See: Boys without Fathers .
Center for Evolutionary Psychology (PsyW)
Several links from this page are given, below. Others have been moved to more appropriate specific sections.
MIT 9.20 Animal Behavior
Foundations of Ethology: Lorenz
This man was a giant in his field, but he viewed behavior from the outside. I want to see it from the inside. In particular, from the viewpoint of the nervous and endocrine systems.
Sociobiology: E.O. Wilson
Although Wilson, like Lorenz, views behavior from the outside, Wilson gives specific attention to the phenomena of 'dominance' and 'dominance hierarchies', which Lorenz doesn't mention. I have written a paper on the problems presented to society by boys who try to grow up without a father, and the paper includes an endocrine explanation for dominance hierarchies.
MIT 9.52-B Human Ethology
Hat Tip: This was the source for the CogPrints link in my Internet Resources section.
MIT Book List
This is a list of the books about humans as animals which I thought were at least somewhat helpful which were assigned for MIT courses which did not have any useful slides, PDFs, audio files or links and which I, therefore, eliminated.

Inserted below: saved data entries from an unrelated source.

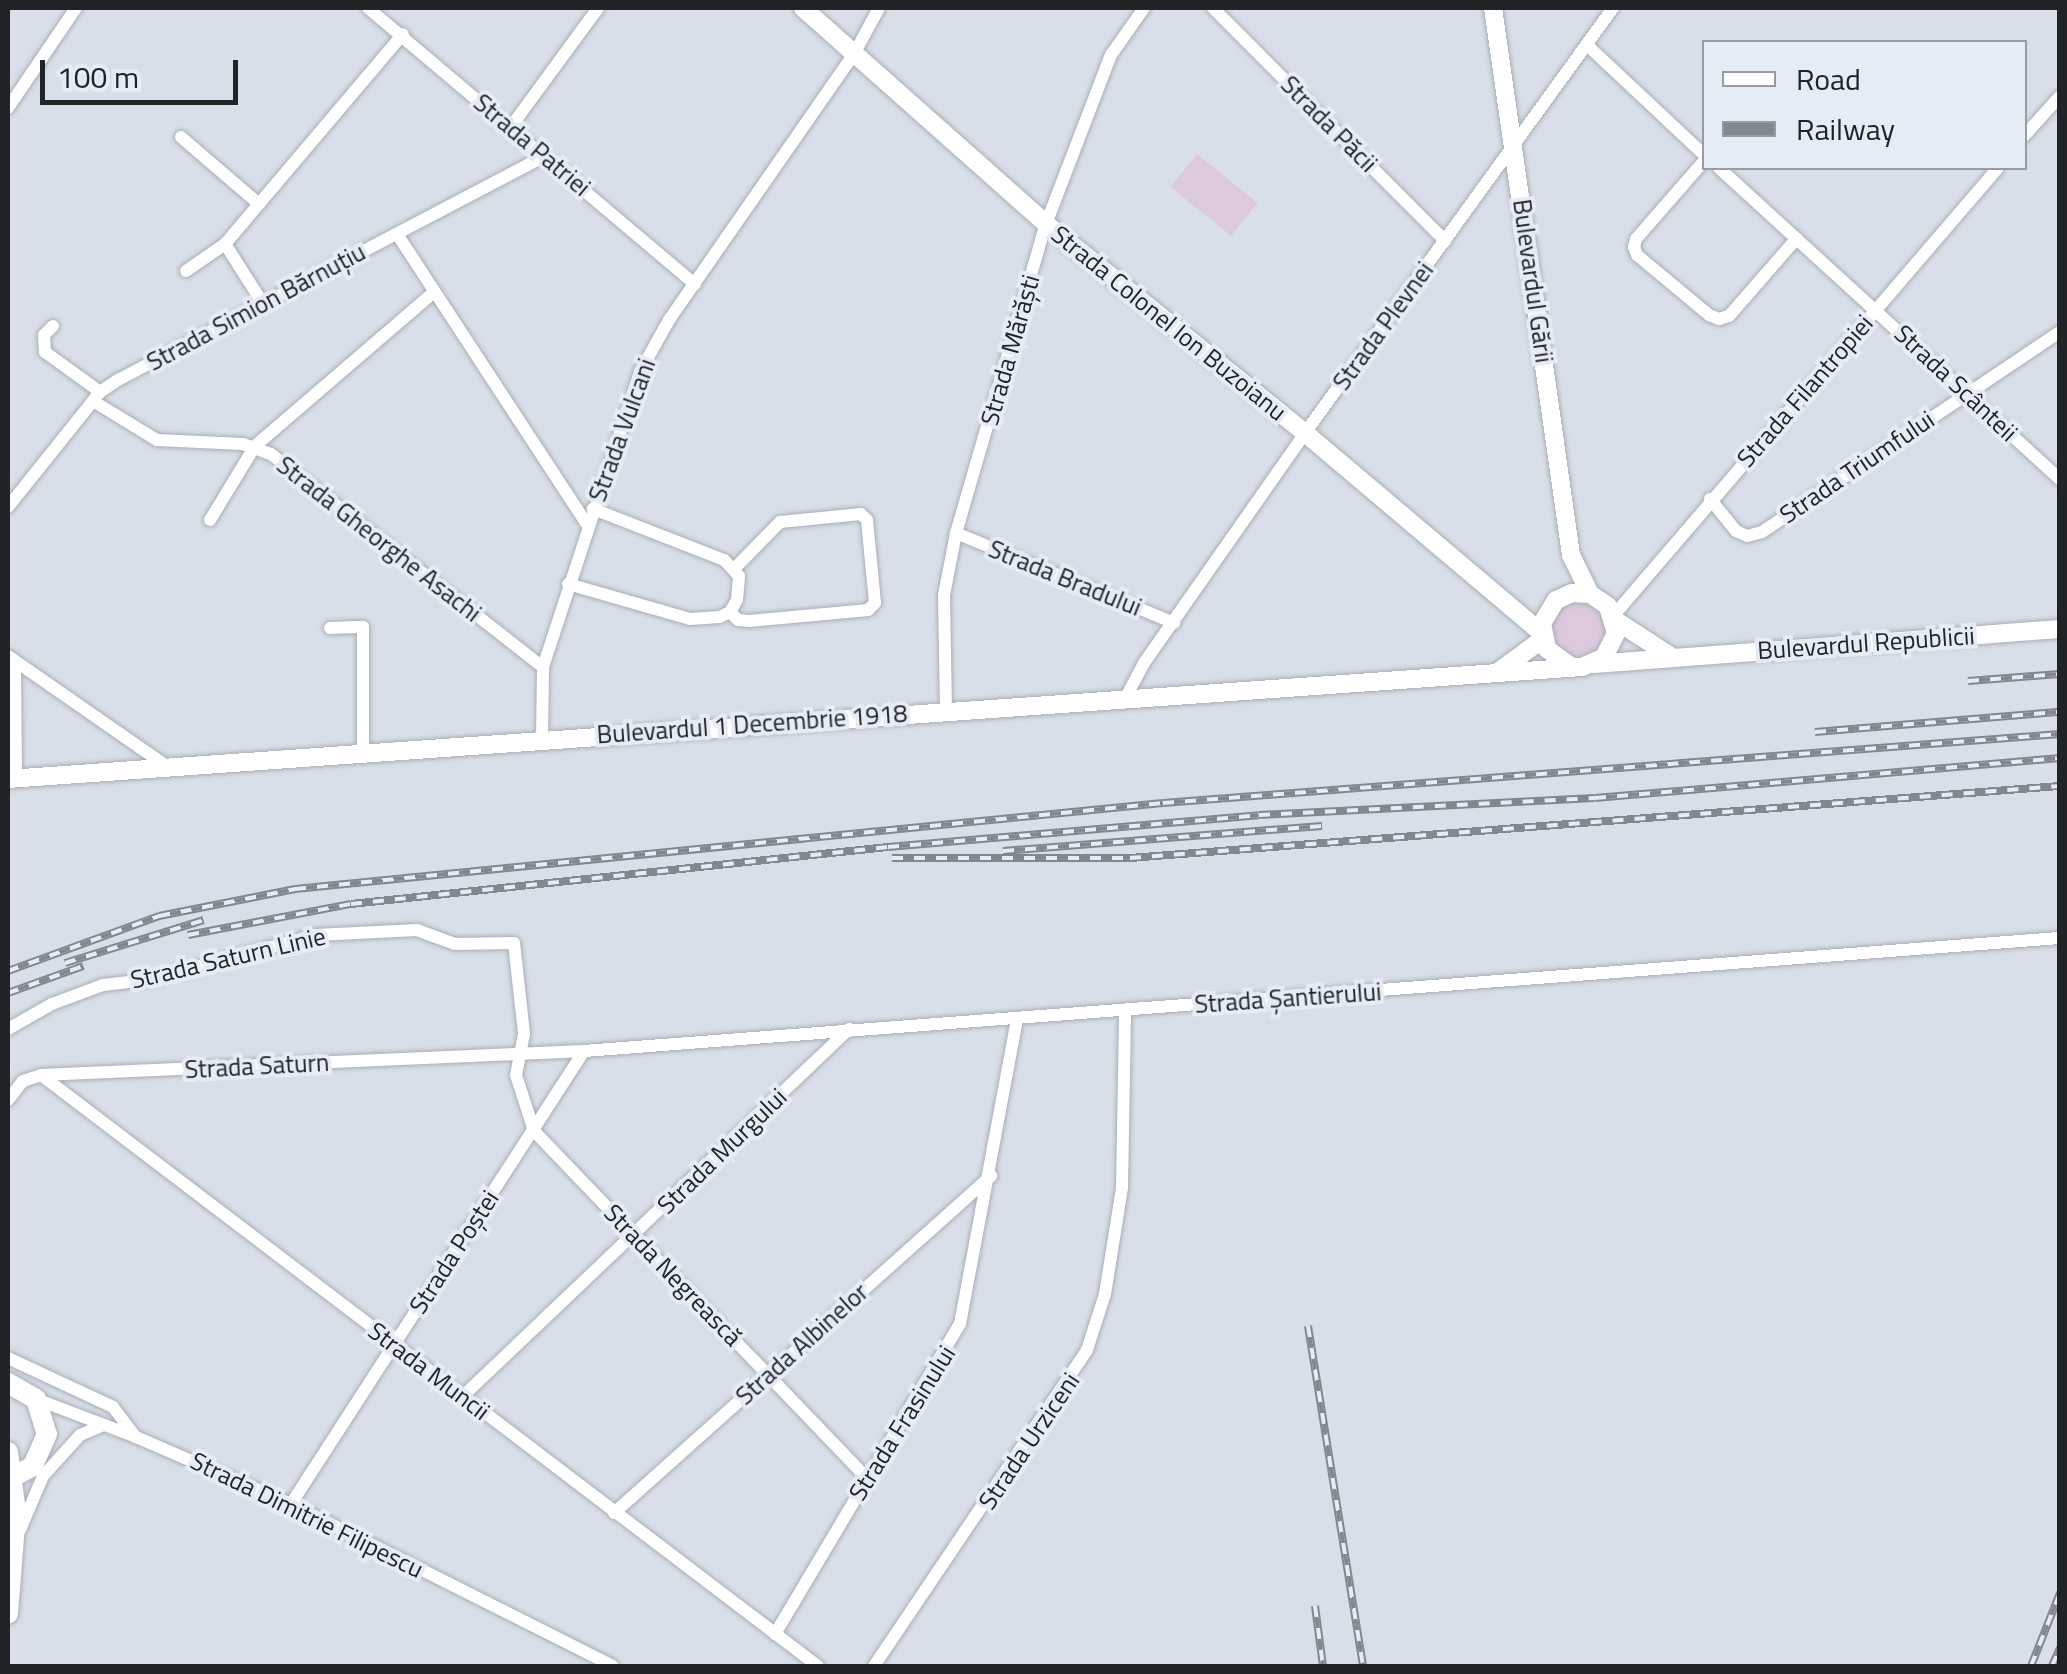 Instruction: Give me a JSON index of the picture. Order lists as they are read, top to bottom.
{
  "streets": {
    "main road": [
      "Bulevardul Gării",
      "Strada Colonel Ion Buzoianu",
      "Bulevardul Republicii",
      "Bulevardul 1 Decembrie 1918"
    ],
    "street": [
      "Strada Păcii",
      "Strada Patriei",
      "Strada Simion Bărnuțiu",
      "Strada Plevnei",
      "Strada Mărăști",
      "Strada Scânteii",
      "Strada Filantropiei",
      "Strada Vulcani",
      "Strada Triumfului",
      "Strada Gheorghe Asachi",
      "Strada Bradului",
      "Strada Saturn Linie",
      "Strada Șantierului",
      "Strada Saturn",
      "Strada Murgului",
      "Strada Poștei",
      "Strada Negrească",
      "Strada Albinelor",
      "Strada Muncii",
      "Strada Frasinului",
      "Strada Urziceni",
      "Strada Dimitrie Filipescu"
    ]
  },
  "crossings": [
    ["Strada Păcii", "Strada Plevnei"],
    ["Strada Patriei", "Strada Simion Bărnuțiu"],
    ["Strada Patriei", "Strada Vulcani"],
    ["Bulevardul Gării", "Strada Colonel Ion Buzoianu"],
    ["Bulevardul Gării", "Strada Plevnei"],
    ["Bulevardul Gării", "Strada Filantropiei"],
    ["Bulevardul Gării", "Bulevardul Republicii"],
    ["Bulevardul Gării", "Bulevardul 1 Decembrie 1918"],
    ["Strada Simion Bărnuțiu", "Strada Gheorghe Asachi"],
    ["Strada Colonel Ion Buzoianu", "Strada Plevnei"],
    ["Strada Colonel Ion Buzoianu", "Strada Mărăști"],
    ["Strada Colonel Ion Buzoianu", "Strada Filantropiei"],
    ["Strada Colonel Ion Buzoianu", "Strada Vulcani"],
    ["Strada Colonel Ion Buzoianu", "Bulevardul Republicii"],
    ["Strada Colonel Ion Buzoianu", "Bulevardul 1 Decembrie 1918"],
    ["Strada Plevnei", "Strada Bradului"],
    ["Strada Plevnei", "Bulevardul 1 Decembrie 1918"],
    ["Strada Mărăști", "Strada Bradului"],
    ["Strada Mărăști", "Bulevardul 1 Decembrie 1918"],
    ["Strada Scânteii", "Strada Filantropiei"],
    ["Strada Scânteii", "Strada Triumfului"],
    ["Strada Filantropiei", "Strada Triumfului"],
    ["Strada Filantropiei", "Bulevardul Republicii"],
    ["Strada Filantropiei", "Bulevardul 1 Decembrie 1918"],
    ["Strada Vulcani", "Strada Gheorghe Asachi"],
    ["Strada Vulcani", "Bulevardul 1 Decembrie 1918"],
    ["Bulevardul Republicii", "Bulevardul 1 Decembrie 1918"],
    ["Strada Saturn Linie", "Strada Șantierului"],
    ["Strada Saturn Linie", "Strada Saturn"],
    ["Strada Saturn Linie", "Strada Negrească"],
    ["Strada Șantierului", "Strada Saturn"],
    ["Strada Șantierului", "Strada Murgului"],
    ["Strada Șantierului", "Strada Poștei"],
    ["Strada Șantierului", "Strada Negrească"],
    ["Strada Șantierului", "Strada Frasinului"],
    ["Strada Șantierului", "Strada Urziceni"],
    ["Strada Saturn", "Strada Negrească"],
    ["Strada Saturn", "Strada Muncii"],
    ["Strada Murgului", "Strada Negrească"],
    ["Strada Murgului", "Strada Muncii"],
    ["Strada Poștei", "Strada Negrească"],
    ["Strada Poștei", "Strada Muncii"],
    ["Strada Poștei", "Strada Dimitrie Filipescu"],
    ["Strada Negrească", "Strada Albinelor"],
    ["Strada Negrească", "Strada Frasinului"],
    ["Strada Albinelor", "Strada Muncii"],
    ["Strada Albinelor", "Strada Frasinului"],
    ["Strada Muncii", "Strada Frasinului"]
  ],
  "legend": ["Road", "Railway"],
  "scale_bar": "100 m"
}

The Evolution of Communication, Hauser: MIT 9.250
Although the book doesn't consider the amphioxus, lampreys or salamanders, it does discuss frogs in considerable detail. This probably reflects the fact that the amphioxus, lampreys and salamanders are silent while frogs are exuberantly vocal.
Frog vocalization seems to be limited to males who are trying to attract a mate. While not mentioned in this book, I've read elsewhere that there are also some male fish who vocalize to attract a mate. It's only farther up the evolutionary scale that vocalization is used for alarm calls and other, more complex, communications.
The book, of course, considers animals higher up the evolutionary tree than frogs, but it was the frogs that interested me.
Evolutionary Genetics, Smith : MIT 9.250
This book is teaching me a lot about genetics, but none of it is relevant to psychology. So I won't discuss it any further except to say that it's a pretty good book if you want to know more about genetics.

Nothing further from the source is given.